Data compression


Advanced search

Message boards : Wish list : Data compression

Sort
Author Message
Profile suguruhirahara
Forum moderator
Volunteer tester
Avatar

Joined: Sep 13 06
Posts: 282
ID: 15
Credit: 56,614
RAC: 0
Message 635 - Posted 27 Sep 2006 11:36:27 UTC

Thanks to the size of the each file (around 1MB), when workunits are downloaded, it will be necessary for hosts with dialup to wait a long time. I estimate that the number of these hosts is large yet, so I wish workunits distributed to be compressed if possible, so that every host crunch ones as many as they can.
____________

I'm a volunteer participant; my views are not necessarily those of Docking@Home or its participating institutions.

Profile Andre Kerstens
Forum moderator
Project tester
Volunteer tester
Avatar

Joined: Sep 11 06
Posts: 749
ID: 1
Credit: 15,199
RAC: 0
Message 670 - Posted 29 Sep 2006 3:13:10 UTC - in response to Message ID 635 .

This is actually on our todo list, but not with a very high priority right now.... Thanks for the input though!!
Andre

Thanks to the size of the each file (around 1MB), when workunits are downloaded, it will be necessary for hosts with dialup to wait a long time. I estimate that the number of these hosts is large yet, so I wish workunits distributed to be compressed if possible, so that every host crunch ones as many as they can.


____________
D@H the greatest project in the world... a while from now!
Profile David Ball
Forum moderator
Volunteer tester
Avatar

Joined: Sep 18 06
Posts: 274
ID: 115
Credit: 1,634,401
RAC: 0
Message 2682 - Posted 8 Mar 2007 5:02:42 UTC


I just thought I'd add a note on this since I'm stuck on dial-up. Dial-up users get the benefit of all that pre-broadband work that manufacturers put into moving as much as possible through dial-up modems. The modems themselves do a fairly good job of compressing D@H workunits as they travel from the local ISP to the users modem. It's not as good as if they were compressed by something like GZip, but it's noticeable. I have to set my general preferences to about 8KBps to keep the receive light on during a D@H download.
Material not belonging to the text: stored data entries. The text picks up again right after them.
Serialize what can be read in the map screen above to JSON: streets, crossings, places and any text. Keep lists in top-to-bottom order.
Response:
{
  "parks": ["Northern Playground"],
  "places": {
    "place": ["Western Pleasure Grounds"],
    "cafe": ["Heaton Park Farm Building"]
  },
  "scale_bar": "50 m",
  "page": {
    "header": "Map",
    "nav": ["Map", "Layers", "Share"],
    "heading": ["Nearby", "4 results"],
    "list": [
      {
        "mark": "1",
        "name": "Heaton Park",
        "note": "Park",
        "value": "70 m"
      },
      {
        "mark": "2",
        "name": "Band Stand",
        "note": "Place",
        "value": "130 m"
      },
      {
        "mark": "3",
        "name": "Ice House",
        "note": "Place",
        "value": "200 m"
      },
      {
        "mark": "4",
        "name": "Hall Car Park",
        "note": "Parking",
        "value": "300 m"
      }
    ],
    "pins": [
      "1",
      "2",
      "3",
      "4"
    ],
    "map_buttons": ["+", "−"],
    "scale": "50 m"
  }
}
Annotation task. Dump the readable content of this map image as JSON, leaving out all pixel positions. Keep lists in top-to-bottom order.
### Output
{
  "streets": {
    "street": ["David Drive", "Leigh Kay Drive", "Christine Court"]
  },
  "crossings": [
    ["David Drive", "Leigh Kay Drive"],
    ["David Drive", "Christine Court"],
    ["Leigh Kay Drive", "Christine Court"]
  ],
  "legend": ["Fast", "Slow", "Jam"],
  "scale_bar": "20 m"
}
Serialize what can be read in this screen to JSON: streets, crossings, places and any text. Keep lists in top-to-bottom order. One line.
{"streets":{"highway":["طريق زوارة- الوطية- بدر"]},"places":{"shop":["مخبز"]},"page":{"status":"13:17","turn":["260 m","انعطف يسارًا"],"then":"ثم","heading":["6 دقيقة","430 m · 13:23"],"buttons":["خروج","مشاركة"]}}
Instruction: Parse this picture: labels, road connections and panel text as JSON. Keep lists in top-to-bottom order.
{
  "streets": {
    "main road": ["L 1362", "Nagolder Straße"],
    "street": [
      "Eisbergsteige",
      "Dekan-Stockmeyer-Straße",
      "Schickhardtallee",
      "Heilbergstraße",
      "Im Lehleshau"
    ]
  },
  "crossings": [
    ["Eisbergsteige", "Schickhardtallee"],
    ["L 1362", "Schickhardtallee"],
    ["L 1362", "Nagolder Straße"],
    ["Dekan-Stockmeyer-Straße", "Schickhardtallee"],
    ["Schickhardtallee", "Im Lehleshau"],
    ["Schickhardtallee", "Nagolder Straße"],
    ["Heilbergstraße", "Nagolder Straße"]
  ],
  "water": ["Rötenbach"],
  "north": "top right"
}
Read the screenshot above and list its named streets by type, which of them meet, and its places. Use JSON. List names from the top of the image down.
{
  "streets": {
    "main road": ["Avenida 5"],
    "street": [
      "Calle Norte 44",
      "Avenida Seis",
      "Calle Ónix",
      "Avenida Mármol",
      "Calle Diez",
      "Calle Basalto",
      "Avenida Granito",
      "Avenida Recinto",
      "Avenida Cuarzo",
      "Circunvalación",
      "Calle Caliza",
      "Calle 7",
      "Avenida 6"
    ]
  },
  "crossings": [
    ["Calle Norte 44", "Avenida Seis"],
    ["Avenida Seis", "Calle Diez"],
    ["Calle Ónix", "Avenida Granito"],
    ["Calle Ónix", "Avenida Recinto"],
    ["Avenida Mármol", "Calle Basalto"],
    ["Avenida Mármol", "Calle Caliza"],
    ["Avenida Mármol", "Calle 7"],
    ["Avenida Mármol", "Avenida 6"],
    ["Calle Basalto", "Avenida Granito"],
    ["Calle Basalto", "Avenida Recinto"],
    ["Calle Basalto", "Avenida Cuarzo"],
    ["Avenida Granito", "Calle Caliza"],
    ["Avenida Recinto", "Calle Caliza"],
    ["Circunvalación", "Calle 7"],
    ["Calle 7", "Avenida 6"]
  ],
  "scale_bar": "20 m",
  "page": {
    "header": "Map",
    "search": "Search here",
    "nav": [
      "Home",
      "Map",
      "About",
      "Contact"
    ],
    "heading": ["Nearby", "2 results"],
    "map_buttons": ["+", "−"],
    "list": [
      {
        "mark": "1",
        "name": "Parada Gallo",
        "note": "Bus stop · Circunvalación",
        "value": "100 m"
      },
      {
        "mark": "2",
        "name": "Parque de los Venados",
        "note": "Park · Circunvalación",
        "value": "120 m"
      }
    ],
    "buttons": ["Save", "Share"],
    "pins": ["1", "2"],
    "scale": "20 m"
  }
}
Afaik, broadband modems don't do compression because it takes a lot of cpu and they have the speed where they don't need it. Also, most of the things broadband users transfer are already compressed video/audio. I think the 64kb/128kb isdn modems were the last to do compression on the fly.

Web servers also compress text and html if they're configured to do it and the client browser tells them the client will support it. I think IIS has it built-in, and there's mod_deflate for the Apache web server. Web server admins use this to avoid exceeding their bandwidth limit and to get quicker page loads for dial-up users. It also helps web servers to deal with the huge load increase from the Digg or SlashDot effect, where it's usually a page they can compress once and cache in compressed format to server to many users.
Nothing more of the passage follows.